— Task brief —
Check every line of the data and copy the ones where "Дитяча" appears.

— Entries supplied —
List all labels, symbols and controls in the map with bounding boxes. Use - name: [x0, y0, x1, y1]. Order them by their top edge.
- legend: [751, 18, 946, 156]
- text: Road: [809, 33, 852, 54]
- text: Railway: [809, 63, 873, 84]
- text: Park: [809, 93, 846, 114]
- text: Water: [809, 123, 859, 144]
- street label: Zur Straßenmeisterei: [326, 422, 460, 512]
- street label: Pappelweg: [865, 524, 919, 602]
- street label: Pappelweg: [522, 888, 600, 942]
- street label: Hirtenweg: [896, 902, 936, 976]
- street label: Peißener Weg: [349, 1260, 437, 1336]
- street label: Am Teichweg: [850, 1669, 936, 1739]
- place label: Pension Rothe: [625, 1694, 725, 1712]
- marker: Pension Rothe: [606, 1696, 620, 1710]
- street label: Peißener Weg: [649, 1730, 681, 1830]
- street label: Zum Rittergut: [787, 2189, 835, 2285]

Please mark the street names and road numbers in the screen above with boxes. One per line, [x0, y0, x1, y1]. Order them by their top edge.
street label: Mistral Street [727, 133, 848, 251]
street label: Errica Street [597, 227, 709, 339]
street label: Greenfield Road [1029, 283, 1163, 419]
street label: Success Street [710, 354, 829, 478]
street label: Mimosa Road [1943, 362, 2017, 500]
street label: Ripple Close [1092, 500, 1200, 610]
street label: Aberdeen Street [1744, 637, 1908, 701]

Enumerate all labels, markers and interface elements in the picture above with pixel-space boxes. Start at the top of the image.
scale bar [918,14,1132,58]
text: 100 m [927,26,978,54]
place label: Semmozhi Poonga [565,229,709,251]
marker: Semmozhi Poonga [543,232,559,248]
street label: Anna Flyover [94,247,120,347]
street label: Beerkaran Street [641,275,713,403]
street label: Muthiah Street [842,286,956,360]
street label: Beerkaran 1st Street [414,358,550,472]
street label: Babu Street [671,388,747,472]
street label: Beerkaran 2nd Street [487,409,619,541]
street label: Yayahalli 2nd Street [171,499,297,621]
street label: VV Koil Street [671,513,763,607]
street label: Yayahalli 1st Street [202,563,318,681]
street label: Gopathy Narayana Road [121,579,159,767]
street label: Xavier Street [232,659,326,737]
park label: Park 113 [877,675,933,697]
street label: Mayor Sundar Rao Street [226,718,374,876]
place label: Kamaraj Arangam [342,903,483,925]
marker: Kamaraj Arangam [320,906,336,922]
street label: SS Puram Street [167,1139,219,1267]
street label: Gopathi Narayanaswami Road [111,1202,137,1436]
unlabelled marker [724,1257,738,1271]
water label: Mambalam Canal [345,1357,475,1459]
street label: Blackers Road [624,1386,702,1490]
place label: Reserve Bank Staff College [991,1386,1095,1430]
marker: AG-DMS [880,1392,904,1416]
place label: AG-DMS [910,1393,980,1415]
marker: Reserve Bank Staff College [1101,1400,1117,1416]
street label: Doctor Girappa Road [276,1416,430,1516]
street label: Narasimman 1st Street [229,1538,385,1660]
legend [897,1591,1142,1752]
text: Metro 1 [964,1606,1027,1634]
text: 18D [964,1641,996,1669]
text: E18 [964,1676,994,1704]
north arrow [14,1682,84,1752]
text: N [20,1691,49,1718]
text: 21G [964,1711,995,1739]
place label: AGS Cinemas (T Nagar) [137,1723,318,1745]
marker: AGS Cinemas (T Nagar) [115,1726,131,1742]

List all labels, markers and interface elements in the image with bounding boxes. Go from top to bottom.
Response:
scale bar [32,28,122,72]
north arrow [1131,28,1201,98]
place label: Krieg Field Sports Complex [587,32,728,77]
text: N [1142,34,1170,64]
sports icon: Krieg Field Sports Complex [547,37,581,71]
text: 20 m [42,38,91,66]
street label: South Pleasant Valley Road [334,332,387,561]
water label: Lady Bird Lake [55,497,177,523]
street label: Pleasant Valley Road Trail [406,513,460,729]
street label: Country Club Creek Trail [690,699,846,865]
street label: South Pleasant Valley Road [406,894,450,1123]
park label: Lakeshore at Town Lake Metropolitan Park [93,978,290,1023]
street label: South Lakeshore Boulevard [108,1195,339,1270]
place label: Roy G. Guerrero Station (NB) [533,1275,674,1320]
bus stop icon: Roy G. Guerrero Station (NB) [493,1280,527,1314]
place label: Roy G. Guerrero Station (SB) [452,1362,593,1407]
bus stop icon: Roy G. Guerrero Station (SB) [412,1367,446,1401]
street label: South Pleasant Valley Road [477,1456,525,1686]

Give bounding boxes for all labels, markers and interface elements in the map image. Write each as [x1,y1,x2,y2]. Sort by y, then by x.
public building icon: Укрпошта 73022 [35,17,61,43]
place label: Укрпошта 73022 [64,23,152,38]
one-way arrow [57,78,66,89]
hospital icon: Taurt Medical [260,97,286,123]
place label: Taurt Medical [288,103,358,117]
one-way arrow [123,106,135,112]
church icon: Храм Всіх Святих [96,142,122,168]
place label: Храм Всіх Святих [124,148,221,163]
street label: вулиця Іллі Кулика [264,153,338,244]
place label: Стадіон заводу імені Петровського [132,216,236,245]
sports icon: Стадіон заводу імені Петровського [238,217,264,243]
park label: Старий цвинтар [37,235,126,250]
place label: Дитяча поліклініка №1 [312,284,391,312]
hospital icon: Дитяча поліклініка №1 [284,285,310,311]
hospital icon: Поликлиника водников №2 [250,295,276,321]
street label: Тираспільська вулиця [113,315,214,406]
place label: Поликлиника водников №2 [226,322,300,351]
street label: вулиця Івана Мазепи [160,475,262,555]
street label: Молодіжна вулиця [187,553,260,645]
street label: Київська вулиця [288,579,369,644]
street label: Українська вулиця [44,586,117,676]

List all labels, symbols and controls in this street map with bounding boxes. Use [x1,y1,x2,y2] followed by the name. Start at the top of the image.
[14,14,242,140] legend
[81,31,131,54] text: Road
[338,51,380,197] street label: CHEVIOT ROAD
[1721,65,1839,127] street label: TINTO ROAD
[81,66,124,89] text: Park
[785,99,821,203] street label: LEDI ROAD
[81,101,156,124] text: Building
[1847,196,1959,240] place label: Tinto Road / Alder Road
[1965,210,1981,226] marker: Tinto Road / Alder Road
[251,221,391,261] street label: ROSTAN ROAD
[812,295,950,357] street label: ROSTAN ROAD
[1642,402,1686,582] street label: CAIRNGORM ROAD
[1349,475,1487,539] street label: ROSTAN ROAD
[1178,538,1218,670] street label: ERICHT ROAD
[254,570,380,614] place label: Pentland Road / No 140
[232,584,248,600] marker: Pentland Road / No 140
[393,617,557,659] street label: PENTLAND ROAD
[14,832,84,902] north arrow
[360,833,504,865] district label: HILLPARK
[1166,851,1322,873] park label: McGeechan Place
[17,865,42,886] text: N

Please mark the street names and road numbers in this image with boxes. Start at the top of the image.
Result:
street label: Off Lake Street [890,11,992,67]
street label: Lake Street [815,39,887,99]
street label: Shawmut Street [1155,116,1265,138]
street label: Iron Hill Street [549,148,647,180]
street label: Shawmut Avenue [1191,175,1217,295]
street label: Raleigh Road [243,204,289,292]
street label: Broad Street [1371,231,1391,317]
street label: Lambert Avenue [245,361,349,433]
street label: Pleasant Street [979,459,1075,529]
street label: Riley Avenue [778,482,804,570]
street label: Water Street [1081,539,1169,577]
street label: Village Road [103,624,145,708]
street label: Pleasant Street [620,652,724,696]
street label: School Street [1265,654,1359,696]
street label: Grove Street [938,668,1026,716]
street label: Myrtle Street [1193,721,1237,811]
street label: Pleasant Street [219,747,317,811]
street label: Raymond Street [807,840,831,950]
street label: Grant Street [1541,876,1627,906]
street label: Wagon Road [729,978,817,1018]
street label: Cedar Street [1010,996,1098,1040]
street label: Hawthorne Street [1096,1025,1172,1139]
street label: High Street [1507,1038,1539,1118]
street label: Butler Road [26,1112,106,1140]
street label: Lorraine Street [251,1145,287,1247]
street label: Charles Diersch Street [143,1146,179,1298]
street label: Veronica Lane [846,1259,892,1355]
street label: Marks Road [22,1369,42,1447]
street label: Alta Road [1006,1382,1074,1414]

— Answer to this exercise —
place label: Дитяча поліклініка №1 [312,284,391,312]
hospital icon: Дитяча поліклініка №1 [284,285,310,311]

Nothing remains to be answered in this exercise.